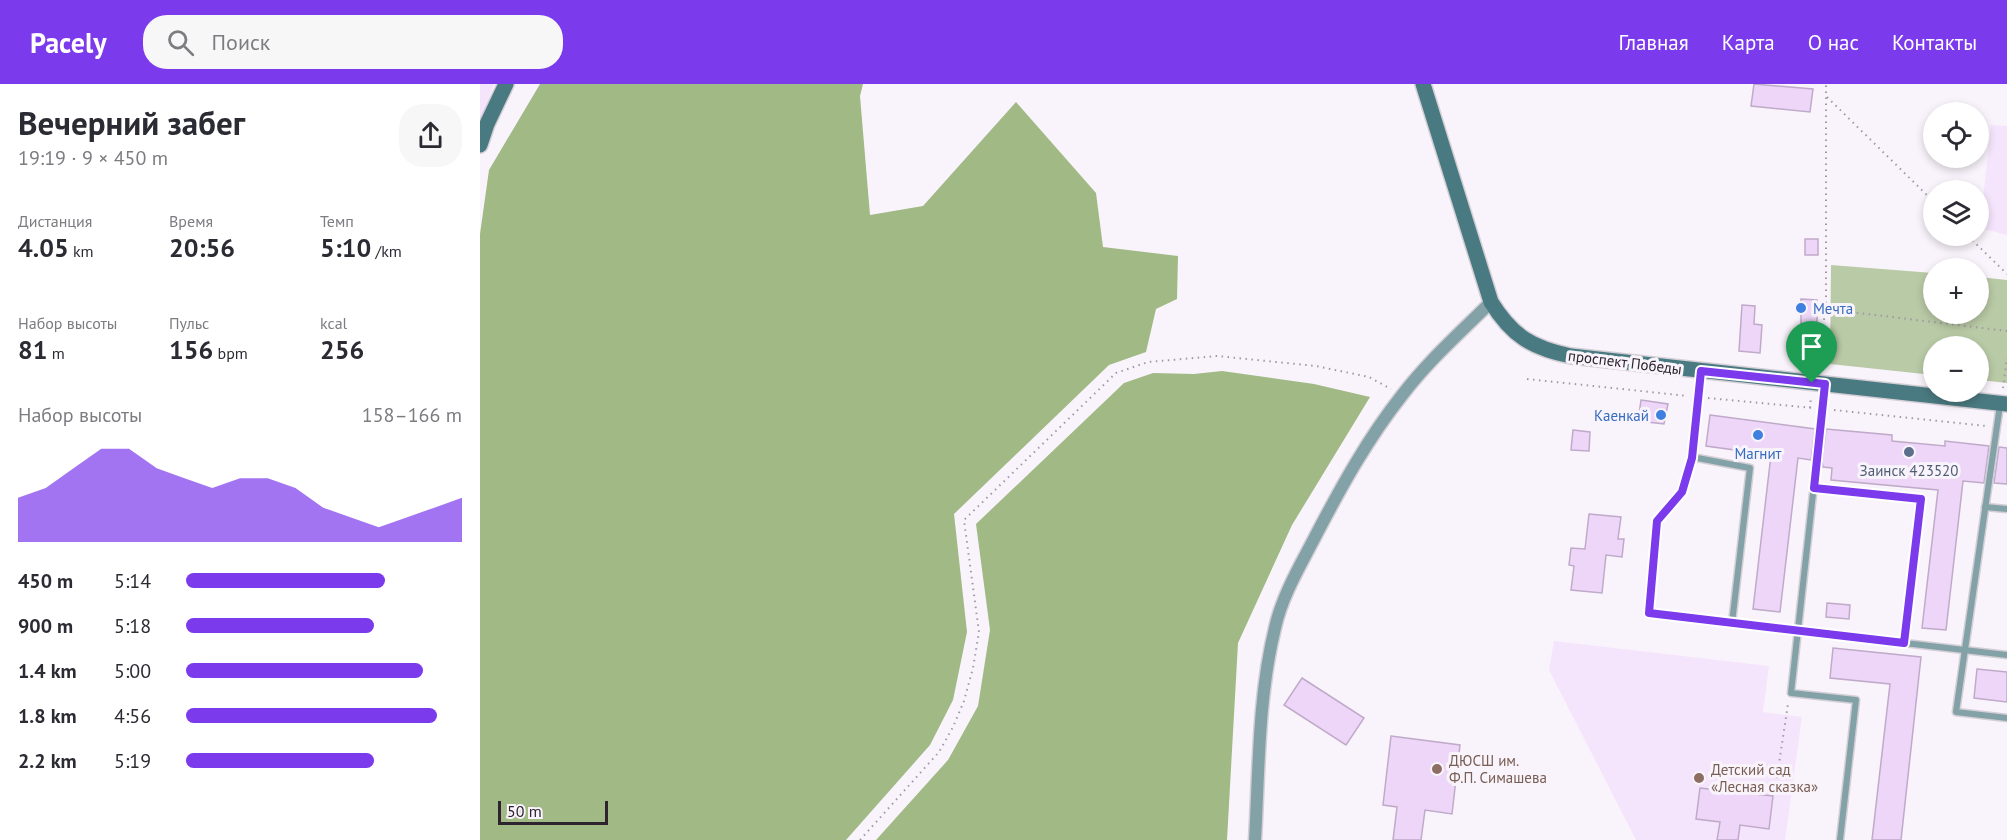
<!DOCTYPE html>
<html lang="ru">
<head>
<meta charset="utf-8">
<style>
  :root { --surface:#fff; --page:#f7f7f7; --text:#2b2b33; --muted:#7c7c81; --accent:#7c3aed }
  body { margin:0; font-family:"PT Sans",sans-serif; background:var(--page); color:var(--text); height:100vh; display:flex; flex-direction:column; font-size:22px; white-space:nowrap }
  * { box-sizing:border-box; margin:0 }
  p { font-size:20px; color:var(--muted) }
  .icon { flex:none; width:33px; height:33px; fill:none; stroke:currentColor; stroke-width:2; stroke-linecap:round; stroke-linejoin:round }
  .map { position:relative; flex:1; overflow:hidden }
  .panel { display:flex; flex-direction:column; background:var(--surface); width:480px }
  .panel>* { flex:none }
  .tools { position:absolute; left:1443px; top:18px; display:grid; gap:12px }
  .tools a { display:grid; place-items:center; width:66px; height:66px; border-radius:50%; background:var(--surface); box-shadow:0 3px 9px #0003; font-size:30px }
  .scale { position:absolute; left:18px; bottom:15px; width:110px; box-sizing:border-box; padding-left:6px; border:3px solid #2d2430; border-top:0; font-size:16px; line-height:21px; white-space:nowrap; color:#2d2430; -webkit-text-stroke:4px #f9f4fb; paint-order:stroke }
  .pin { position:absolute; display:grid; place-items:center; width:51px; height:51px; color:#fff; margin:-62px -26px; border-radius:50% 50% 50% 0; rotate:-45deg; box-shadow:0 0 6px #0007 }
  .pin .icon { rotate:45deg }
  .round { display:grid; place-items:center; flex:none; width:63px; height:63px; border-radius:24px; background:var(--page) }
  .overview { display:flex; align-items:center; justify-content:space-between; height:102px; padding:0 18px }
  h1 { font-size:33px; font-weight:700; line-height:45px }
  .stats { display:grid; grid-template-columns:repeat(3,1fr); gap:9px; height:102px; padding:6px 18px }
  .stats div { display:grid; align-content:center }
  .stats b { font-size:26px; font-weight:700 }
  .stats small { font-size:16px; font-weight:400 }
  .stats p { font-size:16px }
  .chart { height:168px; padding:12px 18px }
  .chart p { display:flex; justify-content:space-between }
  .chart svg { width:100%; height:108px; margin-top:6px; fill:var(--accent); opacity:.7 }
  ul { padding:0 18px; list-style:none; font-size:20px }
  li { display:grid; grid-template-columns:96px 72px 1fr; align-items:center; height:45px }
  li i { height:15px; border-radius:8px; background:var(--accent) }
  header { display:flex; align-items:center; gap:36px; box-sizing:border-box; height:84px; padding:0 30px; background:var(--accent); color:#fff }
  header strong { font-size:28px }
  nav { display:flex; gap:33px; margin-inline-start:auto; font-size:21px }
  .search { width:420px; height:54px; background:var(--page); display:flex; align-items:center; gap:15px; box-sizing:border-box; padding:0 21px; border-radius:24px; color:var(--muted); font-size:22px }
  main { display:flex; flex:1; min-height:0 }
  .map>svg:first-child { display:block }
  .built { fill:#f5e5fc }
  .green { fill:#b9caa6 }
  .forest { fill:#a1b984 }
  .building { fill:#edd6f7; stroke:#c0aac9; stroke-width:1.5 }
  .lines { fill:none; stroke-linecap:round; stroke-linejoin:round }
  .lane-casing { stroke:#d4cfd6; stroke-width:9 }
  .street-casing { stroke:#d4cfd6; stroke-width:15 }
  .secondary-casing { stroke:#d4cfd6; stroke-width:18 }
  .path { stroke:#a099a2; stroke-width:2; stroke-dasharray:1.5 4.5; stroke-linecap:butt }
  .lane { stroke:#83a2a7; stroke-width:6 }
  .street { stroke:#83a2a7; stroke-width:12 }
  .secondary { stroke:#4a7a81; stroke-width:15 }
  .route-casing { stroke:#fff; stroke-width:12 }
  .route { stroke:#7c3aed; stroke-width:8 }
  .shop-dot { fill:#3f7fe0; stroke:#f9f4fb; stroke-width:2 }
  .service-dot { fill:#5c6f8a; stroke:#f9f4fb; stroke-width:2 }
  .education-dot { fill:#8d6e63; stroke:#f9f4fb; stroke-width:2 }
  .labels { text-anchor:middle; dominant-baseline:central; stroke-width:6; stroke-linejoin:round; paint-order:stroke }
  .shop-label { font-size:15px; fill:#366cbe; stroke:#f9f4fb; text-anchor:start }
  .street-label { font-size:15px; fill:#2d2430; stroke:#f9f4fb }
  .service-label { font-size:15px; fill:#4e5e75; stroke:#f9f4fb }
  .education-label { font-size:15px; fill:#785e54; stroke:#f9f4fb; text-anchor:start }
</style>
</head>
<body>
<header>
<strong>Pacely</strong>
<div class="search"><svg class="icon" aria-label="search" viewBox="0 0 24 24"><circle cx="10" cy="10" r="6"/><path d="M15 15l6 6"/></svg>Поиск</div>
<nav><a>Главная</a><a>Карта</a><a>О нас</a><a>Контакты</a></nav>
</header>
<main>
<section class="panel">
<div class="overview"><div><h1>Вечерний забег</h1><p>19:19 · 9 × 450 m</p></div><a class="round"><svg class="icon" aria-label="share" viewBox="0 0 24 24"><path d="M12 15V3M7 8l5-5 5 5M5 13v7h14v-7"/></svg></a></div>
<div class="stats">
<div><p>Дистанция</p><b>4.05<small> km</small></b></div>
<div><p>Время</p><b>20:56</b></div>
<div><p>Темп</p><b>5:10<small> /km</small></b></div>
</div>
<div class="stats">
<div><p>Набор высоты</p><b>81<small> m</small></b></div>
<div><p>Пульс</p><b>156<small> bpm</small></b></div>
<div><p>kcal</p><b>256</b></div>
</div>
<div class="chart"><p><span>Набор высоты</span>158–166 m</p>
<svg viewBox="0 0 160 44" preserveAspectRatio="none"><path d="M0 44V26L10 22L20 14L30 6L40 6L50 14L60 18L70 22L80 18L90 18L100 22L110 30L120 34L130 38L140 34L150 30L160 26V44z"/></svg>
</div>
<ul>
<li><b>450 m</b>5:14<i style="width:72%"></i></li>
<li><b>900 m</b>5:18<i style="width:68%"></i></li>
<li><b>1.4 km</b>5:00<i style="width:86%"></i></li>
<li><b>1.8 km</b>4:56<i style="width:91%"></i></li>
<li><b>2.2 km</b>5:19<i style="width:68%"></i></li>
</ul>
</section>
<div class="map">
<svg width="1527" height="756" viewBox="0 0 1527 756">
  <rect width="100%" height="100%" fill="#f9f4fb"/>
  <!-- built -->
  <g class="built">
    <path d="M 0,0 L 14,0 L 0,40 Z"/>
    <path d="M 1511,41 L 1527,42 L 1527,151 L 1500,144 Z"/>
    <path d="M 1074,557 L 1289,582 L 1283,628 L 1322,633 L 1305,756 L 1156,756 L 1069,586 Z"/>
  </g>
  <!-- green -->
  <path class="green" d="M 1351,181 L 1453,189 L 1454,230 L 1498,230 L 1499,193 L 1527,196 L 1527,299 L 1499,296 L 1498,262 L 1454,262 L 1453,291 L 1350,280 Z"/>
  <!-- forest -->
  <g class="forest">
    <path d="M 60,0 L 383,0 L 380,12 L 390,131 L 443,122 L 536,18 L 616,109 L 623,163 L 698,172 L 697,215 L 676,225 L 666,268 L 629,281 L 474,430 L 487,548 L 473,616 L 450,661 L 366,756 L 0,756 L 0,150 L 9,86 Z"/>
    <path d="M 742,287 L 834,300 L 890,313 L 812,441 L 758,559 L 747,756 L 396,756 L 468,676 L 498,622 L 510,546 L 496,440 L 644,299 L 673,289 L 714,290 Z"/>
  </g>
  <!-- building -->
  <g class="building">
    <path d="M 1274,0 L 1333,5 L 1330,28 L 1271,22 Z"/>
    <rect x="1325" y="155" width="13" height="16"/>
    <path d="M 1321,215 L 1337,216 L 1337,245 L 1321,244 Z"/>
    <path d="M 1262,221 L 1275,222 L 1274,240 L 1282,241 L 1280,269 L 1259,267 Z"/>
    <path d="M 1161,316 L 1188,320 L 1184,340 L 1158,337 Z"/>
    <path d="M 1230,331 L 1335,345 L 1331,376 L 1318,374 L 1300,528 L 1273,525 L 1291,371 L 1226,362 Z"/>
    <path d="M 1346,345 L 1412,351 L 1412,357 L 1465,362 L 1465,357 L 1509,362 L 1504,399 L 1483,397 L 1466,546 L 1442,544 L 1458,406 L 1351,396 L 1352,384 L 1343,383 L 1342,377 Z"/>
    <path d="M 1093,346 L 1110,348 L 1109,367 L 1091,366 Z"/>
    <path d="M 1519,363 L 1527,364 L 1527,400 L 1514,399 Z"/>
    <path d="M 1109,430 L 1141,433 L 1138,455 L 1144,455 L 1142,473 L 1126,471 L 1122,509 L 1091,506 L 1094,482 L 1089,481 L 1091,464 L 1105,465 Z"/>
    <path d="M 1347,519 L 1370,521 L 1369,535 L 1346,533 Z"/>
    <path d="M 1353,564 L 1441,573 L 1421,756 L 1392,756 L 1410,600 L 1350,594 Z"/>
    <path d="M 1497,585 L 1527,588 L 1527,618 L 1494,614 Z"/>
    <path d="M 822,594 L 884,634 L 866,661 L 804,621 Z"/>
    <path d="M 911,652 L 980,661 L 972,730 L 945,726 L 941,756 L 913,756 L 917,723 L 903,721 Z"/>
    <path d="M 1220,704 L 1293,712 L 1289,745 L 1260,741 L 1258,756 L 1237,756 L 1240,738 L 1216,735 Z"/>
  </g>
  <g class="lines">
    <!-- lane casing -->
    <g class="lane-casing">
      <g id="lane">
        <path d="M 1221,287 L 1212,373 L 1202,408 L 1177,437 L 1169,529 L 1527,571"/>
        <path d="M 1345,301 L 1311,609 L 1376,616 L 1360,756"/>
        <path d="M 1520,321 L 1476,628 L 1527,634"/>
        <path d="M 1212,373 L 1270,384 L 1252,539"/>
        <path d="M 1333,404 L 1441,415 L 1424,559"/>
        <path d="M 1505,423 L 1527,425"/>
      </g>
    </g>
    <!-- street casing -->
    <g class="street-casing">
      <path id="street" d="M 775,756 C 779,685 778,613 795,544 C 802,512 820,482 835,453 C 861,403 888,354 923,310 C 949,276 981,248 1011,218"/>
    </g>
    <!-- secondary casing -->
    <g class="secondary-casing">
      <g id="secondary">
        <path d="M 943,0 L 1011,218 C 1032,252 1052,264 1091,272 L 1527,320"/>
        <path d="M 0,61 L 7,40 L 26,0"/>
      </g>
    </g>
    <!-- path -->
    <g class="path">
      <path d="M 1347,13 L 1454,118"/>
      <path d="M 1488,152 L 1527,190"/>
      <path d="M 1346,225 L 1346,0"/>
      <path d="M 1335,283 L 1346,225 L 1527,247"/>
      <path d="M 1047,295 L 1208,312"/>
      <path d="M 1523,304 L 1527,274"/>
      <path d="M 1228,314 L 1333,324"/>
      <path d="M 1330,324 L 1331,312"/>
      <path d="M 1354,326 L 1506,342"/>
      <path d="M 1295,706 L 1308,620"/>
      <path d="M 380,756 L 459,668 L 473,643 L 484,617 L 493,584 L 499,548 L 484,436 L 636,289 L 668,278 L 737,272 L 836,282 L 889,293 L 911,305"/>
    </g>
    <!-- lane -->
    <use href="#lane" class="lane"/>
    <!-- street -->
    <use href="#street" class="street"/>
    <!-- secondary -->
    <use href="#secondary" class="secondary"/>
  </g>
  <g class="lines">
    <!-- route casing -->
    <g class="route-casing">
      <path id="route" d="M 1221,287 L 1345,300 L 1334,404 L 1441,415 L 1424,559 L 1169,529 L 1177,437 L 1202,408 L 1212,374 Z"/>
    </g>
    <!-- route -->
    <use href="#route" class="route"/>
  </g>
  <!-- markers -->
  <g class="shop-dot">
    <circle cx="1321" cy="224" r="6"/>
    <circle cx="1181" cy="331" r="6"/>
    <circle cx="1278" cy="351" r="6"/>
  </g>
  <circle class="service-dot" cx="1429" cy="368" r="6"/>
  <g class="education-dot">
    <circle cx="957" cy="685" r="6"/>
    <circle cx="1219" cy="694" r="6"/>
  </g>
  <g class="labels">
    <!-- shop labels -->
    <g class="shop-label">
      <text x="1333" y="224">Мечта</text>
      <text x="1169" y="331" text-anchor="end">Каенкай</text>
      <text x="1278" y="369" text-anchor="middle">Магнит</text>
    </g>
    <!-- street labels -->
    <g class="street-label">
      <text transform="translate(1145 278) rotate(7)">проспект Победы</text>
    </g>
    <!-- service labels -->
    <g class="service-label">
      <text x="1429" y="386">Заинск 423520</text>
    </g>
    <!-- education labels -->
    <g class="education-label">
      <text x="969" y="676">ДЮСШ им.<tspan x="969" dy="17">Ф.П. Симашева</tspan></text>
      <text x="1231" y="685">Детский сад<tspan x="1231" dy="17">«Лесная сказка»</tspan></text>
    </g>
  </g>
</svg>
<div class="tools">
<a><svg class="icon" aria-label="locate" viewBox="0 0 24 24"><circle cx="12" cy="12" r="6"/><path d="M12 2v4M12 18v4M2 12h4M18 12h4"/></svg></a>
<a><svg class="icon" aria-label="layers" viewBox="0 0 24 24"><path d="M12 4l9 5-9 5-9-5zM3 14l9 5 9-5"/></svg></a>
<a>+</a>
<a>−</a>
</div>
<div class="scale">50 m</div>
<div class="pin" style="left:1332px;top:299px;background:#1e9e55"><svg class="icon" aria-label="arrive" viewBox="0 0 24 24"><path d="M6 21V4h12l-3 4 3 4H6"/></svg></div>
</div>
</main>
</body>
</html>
================
> [ABOUT THIS TASK]: Copy out every line from the material above in which the word "direction" appears.

> [OUTPUT FOR THIS TASK]:
  body { margin:0; font-family:"PT Sans",sans-serif; background:var(--page); color:var(--text); height:100vh; display:flex; flex-direction:column; font-size:22px; white-space:nowrap }
  .panel { display:flex; flex-direction:column; background:var(--surface); width:480px }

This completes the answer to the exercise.